If it is a social welfare function, it incorporates, by definition, the value judgments of all members of society (notwithstanding Arrow’s Impossibility Theorem). If it doesn’t incorporate the value judgments of all members of society–say, I think the weight given to my utility is too low–the “social” welfare function just represents the value judgment of Joe or Mossadegh, as Francis Bator would say (see “The Simple Analytics of Welfare Maximization,” American Economic Review, vol. 47, No. 1 [March 1957]).

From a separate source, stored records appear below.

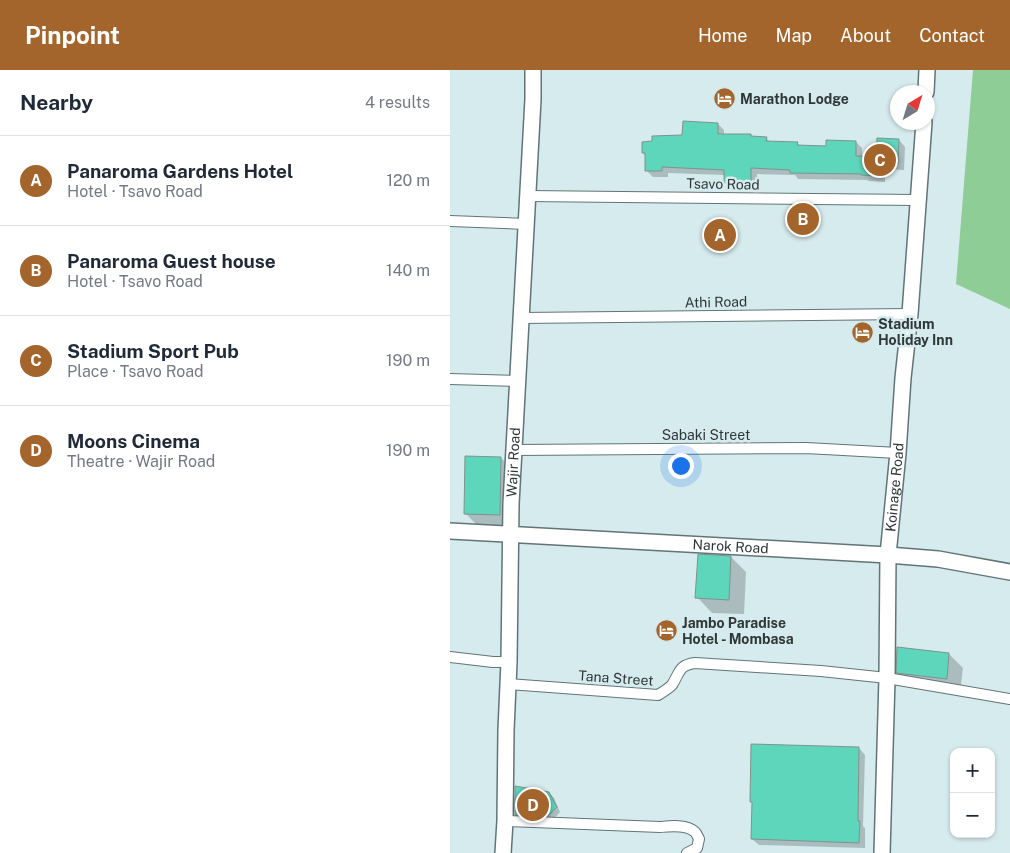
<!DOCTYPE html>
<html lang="en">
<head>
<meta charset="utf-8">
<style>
	:root { --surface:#fff; --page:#f6f6f7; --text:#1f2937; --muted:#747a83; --line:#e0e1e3; --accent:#a3652b }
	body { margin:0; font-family:"Public Sans",sans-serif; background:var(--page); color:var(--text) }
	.controls { position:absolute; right:15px; bottom:15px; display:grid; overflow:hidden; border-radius:10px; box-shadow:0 1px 4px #0004 }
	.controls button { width:45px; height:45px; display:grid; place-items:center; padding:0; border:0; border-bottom:1px solid var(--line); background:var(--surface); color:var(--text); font:25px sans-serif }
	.compass { position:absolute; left:440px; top:15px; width:45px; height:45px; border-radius:50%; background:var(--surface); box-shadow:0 1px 4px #0004; rotate:38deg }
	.you { position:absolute; left:230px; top:395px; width:18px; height:18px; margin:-12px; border:4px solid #fff; border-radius:50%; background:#1a73e8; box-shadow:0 0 0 8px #1a73e833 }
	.badge { display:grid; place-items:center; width:32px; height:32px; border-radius:50%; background:var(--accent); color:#fff; font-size:16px; font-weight:700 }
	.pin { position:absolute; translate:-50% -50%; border:2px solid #fff; box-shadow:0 1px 5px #0006 }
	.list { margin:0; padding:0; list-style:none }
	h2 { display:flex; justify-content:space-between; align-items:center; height:65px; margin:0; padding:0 20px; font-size:21px }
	h2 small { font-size:16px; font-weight:400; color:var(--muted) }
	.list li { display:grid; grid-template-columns:32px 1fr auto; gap:15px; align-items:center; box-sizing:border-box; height:90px; padding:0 20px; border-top:1px solid var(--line) }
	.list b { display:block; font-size:19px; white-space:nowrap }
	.list p { margin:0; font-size:16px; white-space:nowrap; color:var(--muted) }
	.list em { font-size:16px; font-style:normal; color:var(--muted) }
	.map { position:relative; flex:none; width:560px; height:783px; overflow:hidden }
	header { display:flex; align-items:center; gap:30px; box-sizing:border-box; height:70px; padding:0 25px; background:var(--accent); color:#fff }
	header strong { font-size:24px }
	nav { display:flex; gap:28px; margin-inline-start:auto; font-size:18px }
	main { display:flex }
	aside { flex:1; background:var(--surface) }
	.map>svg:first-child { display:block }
</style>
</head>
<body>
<header>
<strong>Pinpoint</strong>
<nav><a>Home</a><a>Map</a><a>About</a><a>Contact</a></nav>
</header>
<main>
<aside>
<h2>Nearby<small>4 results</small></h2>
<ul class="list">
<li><span class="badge">A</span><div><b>Panaroma Gardens Hotel</b><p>Hotel · Tsavo Road</p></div><em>120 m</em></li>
<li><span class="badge">B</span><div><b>Panaroma Guest house</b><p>Hotel · Tsavo Road</p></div><em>140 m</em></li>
<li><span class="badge">C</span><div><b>Stadium Sport Pub</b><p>Place · Tsavo Road</p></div><em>190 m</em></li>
<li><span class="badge">D</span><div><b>Moons Cinema</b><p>Theatre · Wajir Road</p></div><em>190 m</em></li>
</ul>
</aside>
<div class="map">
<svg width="560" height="783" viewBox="0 0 560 783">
	<rect width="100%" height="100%" fill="#d6ebee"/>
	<polygon fill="#8ecd95" points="523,0 560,0 560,239 506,214"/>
	<g fill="#0003">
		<polygon points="268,54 274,60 274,65 301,65 303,67 316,68 320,72 347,73 350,76 377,78 406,72 412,78 412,88 427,88 449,70 455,77 454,100 435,99 435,112 419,111 417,110 348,109 345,105 307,104 307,119 281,119 275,113 275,105 218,103 218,107 203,107 196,100 196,86 193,83"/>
		<polygon points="51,388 65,402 64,459 30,458 16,444"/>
		<polygon points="281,487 296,502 294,544 262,543 247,527"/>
		<polygon points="499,584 513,598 510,623 462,616 448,602"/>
		<polygon points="409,678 415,685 413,756 415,758 415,778 309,775 302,769 303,733 301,731"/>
		<polygon points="99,723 104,728 110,742 103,750 71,749 66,744"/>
	</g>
	<g fill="#5ed6bc" stroke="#7f928c">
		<polygon points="233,51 268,53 268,64 301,64 301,66 317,67 316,71 348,72 347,75 376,76 376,70 406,71 406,86 426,87 427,68 449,69 448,94 429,93 429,106 411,105 411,104 340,103 340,100 301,98 301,113 274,113 274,100 212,97 212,101 195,101 195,83 192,83 192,72 202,71 202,66 232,65"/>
		<polygon points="15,386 51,387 50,445 14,444"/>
		<polygon points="248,484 281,486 279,530 245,528"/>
		<polygon points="447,577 499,583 497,609 446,603"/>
		<polygon points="301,674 409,677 408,751 410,751 409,773 301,769 302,732 300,732"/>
		<polygon points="65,716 99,722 107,737 98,746 65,745"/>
	</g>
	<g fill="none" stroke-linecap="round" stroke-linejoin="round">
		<defs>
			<g id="street">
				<polyline points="77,126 468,130"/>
				<polyline points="0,151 76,154"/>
				<polyline points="71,248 460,244"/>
				<polyline points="0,309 68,311"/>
				<polyline points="63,380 356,378 448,383"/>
				<polyline points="0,587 43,592 59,592"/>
				<path d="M58,614L208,625C213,622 218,619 222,615C230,602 229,595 245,593L371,601L437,608L560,629"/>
				<path d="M55,751L210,757C220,756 237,754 245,762C247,764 248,767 249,769L247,778L237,783"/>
			</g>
			<g id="secondary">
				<polyline points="476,22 477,0"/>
				<path id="s1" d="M0,461L438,485L488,489L560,502"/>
				<path id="s2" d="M53,783L55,751L56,660L59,592L61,434L83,29V0"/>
				<path id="s3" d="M432,783L437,608L438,485L448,383L453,308L460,244L474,52"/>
			</g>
		</defs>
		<use href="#street" stroke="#617477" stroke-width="12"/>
		<use href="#secondary" stroke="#617477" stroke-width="18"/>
		<use href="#street" stroke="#fff" stroke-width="10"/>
		<use href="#secondary" stroke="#fff" stroke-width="15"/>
	</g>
	<defs>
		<symbol id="hotel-disc" viewBox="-11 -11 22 22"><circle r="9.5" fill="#a3652b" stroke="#d6ebee"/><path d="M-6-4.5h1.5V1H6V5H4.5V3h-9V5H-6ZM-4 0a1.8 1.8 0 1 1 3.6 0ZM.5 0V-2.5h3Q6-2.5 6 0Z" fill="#fff"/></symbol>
	</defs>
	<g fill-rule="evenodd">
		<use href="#hotel-disc" x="262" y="16" width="25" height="25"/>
		<use href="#hotel-disc" x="400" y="250" width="25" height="25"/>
		<use href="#hotel-disc" x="204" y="548" width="25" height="25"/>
	</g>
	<g text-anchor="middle" stroke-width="5" stroke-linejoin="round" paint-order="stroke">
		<g font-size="14" font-weight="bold" fill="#2f3738" stroke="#d6ebee" text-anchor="start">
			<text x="290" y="34">Marathon Lodge</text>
			<text x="428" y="259">Stadium<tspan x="428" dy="16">Holiday Inn</tspan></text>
			<text x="232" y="558">Jambo Paradise<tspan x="232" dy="16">Hotel - Mombasa</tspan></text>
		</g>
		<g font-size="14" fill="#2f3738" stroke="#d6ebee">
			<text transform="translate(273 114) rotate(1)" y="5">Tsavo Road</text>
			<text transform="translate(266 232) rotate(-1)" y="5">Athi Road</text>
			<text x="256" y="370">Sabaki Street</text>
			<text dy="5" stroke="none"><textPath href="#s2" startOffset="391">Wajir Road</textPath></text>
			<text dy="5" stroke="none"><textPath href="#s3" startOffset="366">Koinage Road</textPath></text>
			<text dy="5" stroke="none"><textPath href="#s1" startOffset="281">Narok Road</textPath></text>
			<text transform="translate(166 608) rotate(4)" y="5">Tana Street</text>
		</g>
	</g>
</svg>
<div class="controls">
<button>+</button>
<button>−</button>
</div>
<svg class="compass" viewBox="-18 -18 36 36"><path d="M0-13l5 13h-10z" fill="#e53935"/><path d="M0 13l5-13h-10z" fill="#747a83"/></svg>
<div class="you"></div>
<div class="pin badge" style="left:270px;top:165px">A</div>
<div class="pin badge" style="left:353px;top:149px">B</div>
<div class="pin badge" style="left:430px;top:90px">C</div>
<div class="pin badge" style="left:83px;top:735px">D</div>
</div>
</main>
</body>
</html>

This is a way to see why the “social welfare function” has basically disappeared from economic analysis.
James Broughel
Oct 13 2023 at 9:57am
The social welfare function that guides market activity is essentially a dual test that says for projects to improve social welfare, they have to benefit people in the aggregate (which for practical purposes means people in the future) as well as benefit certain specific individual(s) today. It’s a combination of the utilitarian social welfare function and the discounted utilitarian individual utility function from neoclassical economics. Some refinements may be in order, but that’s basically it.
It’s similar to a joint test you could apply to regulations, which I describe in a recent paper. That joint test says: To proceed, regulations must pass a regulatory budget test and a cost-benefit test.
https://papers.ssrn.com/sol3/papers.cfm?abstract_id=4235287
Matthias
Oct 24 2023 at 10:17pm
Also keep in mind that Arrow’s famous theorem only applies to deterministic procedures.
A little bit of randomness is a powerful tool. We can see that in eg statistical sampling.
Sortition is the traditional way to implement similar ideas in politics. You could eg fill up your parliament with 600 randomly selected volunteers, instead of having people vote for them. (If you want to fill a single position like a president or pick a single policy, I would suggest slightly more complicated procedures to danpen the variance of the process.)
Keep in mind that randomness is no panacea. There are generalisations of Arrow’s Theorem that put limits on what randomised selection processes can achieve too.